In the table, as the wastewater to be treated, fishery processing wastewater after thawing, washing, and disassembly processing was used (discharge volume: 100 m'7 days).

The wastewater to be treated is treated by removing bulky debris in a water collection tank, flotation separation in an oil-water separation tank, and removing fine debris by a strainer, and then sent to a flow rate adjustment tank where it is aerated to prevent spoilage.The collection point is electrically floated. This was done at the entrance of the device.

Although the present invention has been explained using Examples above, the present invention is not limited to the above-mentioned Examples, and various design changes can be made without changing the gist thereof.

〔Effect of the invention〕

Among the inventions disclosed in this application, the effects obtained by typical inventions are briefly explained below.

(j) Compared to conventional biological treatment equipment, the area of the treatment facility can be significantly reduced.

(2) Compared to conventional biological treatment equipment, facility costs can be significantly reduced.

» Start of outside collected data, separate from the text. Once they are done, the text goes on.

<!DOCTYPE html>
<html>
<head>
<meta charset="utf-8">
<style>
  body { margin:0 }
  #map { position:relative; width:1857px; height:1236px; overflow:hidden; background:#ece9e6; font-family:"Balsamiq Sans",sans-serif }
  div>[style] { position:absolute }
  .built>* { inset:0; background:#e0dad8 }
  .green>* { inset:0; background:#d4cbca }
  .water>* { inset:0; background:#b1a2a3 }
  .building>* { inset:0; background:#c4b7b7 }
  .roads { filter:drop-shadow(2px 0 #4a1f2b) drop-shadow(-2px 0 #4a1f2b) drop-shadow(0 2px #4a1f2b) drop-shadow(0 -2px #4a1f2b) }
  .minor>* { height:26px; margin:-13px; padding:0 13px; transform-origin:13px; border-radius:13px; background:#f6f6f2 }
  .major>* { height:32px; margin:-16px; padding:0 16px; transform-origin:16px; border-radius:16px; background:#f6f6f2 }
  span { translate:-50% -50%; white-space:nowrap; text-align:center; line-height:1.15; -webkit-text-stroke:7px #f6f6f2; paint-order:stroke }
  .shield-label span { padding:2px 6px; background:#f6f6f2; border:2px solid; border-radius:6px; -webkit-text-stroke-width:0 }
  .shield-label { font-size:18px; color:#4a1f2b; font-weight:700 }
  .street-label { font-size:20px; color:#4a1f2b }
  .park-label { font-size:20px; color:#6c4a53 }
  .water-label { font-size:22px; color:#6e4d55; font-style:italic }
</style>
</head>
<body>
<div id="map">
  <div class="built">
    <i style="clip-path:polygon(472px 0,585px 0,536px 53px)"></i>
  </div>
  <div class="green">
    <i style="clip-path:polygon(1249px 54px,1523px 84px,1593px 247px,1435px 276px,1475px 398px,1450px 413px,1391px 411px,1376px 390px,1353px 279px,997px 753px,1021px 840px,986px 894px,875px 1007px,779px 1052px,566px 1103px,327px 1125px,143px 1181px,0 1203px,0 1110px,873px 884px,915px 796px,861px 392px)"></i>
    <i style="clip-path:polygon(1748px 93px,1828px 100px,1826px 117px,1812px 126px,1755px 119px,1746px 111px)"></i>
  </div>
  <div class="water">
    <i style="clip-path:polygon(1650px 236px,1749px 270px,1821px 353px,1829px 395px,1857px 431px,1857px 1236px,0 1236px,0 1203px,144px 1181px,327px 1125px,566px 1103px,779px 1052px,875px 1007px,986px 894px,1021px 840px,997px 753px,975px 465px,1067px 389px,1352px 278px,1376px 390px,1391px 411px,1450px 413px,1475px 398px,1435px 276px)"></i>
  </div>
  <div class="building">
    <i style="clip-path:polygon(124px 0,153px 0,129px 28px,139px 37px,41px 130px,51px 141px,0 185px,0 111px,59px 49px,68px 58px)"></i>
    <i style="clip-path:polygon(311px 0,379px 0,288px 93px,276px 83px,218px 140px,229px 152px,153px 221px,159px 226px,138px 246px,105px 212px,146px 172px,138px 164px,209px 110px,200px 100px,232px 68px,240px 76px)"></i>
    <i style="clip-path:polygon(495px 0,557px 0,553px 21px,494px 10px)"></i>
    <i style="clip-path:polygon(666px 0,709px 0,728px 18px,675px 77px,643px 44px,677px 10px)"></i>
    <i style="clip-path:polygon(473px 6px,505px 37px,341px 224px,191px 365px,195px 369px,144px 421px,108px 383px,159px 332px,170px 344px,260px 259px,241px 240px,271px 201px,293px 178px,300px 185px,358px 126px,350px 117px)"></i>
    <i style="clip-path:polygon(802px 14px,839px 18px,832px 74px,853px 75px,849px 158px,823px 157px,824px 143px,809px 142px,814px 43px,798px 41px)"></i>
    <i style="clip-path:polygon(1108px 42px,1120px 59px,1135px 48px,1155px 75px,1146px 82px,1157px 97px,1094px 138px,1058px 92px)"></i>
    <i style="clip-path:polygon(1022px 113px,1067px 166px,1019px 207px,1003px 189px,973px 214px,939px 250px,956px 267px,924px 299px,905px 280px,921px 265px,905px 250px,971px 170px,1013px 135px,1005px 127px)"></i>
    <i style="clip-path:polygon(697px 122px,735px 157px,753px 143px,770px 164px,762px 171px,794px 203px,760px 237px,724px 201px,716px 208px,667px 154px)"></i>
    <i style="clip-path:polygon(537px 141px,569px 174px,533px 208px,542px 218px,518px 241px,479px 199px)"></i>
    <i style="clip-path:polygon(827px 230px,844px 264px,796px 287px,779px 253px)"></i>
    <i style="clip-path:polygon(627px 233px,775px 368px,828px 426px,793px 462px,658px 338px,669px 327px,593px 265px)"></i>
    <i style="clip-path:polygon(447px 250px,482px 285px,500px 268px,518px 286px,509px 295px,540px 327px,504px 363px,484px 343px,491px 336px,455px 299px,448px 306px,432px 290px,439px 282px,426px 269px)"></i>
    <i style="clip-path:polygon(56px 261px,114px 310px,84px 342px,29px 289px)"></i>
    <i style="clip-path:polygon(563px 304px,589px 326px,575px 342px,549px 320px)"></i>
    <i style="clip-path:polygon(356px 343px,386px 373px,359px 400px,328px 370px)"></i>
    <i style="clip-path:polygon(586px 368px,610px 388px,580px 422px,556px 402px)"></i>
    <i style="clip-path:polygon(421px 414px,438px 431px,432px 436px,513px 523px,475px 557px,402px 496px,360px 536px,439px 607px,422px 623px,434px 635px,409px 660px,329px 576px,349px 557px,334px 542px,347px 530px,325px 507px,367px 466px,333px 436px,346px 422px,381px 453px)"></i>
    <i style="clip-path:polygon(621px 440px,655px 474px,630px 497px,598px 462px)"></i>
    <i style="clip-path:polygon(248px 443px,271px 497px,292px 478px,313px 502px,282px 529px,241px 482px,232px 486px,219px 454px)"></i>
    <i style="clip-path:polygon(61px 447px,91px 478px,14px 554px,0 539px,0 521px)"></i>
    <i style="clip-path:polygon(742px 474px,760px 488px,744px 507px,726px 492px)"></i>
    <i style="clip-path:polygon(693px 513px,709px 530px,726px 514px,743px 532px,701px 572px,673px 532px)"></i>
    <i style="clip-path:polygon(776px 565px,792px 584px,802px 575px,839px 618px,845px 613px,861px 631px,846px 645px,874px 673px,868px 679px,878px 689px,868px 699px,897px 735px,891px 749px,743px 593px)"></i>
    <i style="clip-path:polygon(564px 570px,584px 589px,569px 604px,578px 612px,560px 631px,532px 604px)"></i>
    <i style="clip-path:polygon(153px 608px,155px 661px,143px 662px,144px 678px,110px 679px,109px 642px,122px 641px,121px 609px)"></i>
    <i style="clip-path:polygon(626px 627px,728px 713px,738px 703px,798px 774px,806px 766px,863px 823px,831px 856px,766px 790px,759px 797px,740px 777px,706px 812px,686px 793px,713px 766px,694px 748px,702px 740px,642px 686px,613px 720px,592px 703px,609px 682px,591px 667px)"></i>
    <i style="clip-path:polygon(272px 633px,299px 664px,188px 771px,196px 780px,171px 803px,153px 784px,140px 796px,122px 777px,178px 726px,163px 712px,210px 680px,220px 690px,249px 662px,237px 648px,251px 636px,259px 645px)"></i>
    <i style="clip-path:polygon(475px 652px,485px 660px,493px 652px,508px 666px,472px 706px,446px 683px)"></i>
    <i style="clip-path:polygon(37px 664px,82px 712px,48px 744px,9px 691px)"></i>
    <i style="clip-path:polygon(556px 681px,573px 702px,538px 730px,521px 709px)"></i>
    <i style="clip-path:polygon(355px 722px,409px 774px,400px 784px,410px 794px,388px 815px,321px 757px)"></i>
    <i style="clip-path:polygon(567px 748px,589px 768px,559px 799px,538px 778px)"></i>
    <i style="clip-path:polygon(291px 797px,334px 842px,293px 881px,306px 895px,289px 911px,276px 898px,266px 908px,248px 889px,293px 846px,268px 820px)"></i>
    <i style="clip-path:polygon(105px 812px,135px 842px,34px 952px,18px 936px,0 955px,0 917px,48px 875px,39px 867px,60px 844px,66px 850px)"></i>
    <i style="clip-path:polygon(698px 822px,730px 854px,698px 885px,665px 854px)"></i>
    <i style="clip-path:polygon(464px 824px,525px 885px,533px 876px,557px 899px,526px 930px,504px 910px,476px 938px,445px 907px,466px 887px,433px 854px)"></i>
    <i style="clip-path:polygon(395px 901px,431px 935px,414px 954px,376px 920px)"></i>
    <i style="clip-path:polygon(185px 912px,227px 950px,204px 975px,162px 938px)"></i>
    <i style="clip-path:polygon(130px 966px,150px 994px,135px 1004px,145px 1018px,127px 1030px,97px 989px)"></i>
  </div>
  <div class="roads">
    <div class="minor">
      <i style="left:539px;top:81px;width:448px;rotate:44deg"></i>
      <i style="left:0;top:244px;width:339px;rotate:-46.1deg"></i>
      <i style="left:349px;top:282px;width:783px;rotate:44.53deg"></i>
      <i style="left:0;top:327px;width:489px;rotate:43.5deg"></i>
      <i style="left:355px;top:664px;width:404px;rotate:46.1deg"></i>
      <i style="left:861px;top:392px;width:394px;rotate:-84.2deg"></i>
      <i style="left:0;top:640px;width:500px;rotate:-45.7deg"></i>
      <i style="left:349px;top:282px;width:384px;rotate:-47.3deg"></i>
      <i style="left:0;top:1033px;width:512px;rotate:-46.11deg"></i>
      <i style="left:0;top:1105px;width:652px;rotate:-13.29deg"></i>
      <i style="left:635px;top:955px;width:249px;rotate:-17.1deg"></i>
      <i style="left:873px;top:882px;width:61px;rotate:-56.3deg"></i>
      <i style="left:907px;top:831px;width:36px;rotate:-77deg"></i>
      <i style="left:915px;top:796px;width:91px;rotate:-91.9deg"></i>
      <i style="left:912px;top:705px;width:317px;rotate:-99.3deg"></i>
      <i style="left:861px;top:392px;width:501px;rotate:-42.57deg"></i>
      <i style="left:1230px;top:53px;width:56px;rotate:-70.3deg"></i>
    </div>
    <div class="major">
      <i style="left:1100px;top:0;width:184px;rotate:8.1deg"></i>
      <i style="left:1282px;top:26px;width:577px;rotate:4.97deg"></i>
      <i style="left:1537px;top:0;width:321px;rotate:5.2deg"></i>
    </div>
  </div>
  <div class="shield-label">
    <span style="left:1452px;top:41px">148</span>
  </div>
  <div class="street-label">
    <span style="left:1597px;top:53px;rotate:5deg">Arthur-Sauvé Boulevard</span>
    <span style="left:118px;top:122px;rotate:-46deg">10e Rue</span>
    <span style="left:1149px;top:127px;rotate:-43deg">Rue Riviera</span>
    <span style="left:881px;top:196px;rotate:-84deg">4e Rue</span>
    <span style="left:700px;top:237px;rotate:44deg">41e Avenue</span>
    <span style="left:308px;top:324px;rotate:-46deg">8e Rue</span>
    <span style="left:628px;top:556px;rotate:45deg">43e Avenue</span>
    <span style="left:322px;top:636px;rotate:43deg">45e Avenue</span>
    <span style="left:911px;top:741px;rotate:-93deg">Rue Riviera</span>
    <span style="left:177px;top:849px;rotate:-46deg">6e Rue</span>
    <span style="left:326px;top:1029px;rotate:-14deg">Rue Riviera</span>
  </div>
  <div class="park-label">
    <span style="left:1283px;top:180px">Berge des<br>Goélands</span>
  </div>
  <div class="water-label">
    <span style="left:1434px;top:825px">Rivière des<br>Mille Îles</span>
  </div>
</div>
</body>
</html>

(3) Running costs can be significantly reduced compared to conventional biological treatment equipment. In particular, unlike biological treatment equipment, an aeration tank is required. ), power consumption can be significantly reduced.

(4) It becomes possible to reuse proteins contained in wastewater from seafood processing.

(5) SS can be completely removed without using a filtration method.

(6) Since it is possible to achieve advanced treatment with BOD of 20 ppm or less and coD of 3 oppm or less, it is possible to reuse the wastewater to be treated.

[Brief explanation of drawings]

FIG. 1 is a schematic diagram showing the overall configuration of an electric levitation device according to an embodiment of the present invention, and FIG. 2 is a sectional view of a main part of this electric levitation device. 1...Electric levitation device, 2...Drainage inlet, 3a, 3
b, 3c... Inorganic reaction tank, 4... Stirring means, 5...
・Polymer reaction tank, 6...floc inlet, 7.19・
...Flotation tank, 8...Guide plate, 9...Electrode, 10...
・Flock inlet, 11... Backflow prevention plate, 12.22
...Separation tank 13...Schema-14...Sludge tank,
14a...Sludge discharge port, ]5...-Next treated water conduit 1
6... Water level adjustment pipe, 17... Guide pipe, 18... Treated water inlet, 20... Pump, 21... Opening, 23
...Secondary treated water conduit. Patent applicant System Gate Co., Ltd.
Tahu Co., Ltd. Development Agent Patent Attorney Tsutsui
Grand phase

Claims (1)

[Scope of Claims] 1. A reaction tank in which a flocculant is applied to wastewater to be treated to form flocs, and a floc inlet is disposed directly above an electrode disposed on a side wall, and the floc is supplied through the floc inlet. A downstream part of an electric flotation device comprising a flotation tank that causes flocs to float by associating them with electrolytic gas bubbles generated from the electrodes, a separation tank that separates the flocs from wastewater to be treated, and a schemer that removes the flocs. An electric levitation device characterized in that a second levitation tank is provided. 2. The electric flotation device according to claim 1, further comprising a reaction tank for finely adjusting the pH of the wastewater to be treated, provided upstream of the second flotation tank.